Reuters (08/03/12) Lucia Mutikani
Although employers hired the most workers in five months in July, an increase in the jobless rate to 8.3% keeps prospects of further monetary stimulus from the Federal Reserve on the table. Nonfarm payrolls increased by 163,000 last month, the U.S. Department of Labor reported on Friday. The Federal Reserve on Aug. 1 sent a stronger signal that a new round of major support could be on the way if the recovery does not pick up.

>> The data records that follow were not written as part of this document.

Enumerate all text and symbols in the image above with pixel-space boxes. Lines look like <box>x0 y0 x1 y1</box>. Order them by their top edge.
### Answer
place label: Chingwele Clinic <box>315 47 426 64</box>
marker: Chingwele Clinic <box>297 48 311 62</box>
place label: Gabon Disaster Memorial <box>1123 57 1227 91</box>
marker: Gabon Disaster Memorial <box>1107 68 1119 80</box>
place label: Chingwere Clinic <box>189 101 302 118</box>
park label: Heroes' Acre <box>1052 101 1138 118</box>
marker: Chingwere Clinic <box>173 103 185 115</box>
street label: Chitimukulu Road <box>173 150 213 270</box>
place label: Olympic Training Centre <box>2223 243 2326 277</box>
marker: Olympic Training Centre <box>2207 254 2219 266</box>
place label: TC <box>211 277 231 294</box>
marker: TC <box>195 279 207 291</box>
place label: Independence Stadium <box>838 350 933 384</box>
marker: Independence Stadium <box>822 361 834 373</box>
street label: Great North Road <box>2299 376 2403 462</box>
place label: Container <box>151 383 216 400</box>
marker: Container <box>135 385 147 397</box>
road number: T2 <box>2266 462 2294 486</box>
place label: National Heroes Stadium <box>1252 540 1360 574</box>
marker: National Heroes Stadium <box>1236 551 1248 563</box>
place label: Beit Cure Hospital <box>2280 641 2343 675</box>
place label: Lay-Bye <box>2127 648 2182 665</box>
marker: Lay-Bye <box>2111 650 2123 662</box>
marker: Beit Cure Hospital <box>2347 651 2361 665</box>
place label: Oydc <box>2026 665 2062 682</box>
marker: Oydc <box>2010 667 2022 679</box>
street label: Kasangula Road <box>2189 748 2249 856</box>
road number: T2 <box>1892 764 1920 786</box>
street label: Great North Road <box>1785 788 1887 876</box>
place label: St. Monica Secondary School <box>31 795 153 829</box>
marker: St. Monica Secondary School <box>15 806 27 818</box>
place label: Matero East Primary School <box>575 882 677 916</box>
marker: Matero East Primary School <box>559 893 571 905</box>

The step-up in hiring left economists divided on whether the Fed would ease monetary policy at its Sept. 12-13 meeting, as had been widely anticipated before the jobs report. “We think the odds are still tilted in favor of more Fed accommodation at the September meeting, and that call obviously remains contingent on economic and financial developments over the next six weeks,” says Michael Feroli, an economist at JPMorgan. The increase in payrolls last month was confirmation the slump in job growth in the second quarter was largely payback for an unusually warm winter that had brought forward hiring into the early months of the year, economists say. As such, this suggests that employment numbers for August could look more like July’s, reducing the pressure for the Fed to take further action next month. “That doesn’t mean they are not going to go, it just means their sense of urgency for pulling the trigger and moving again is marginally less than it was,” says Ray Stone, an economist at Stone & McCarthy Research Associates.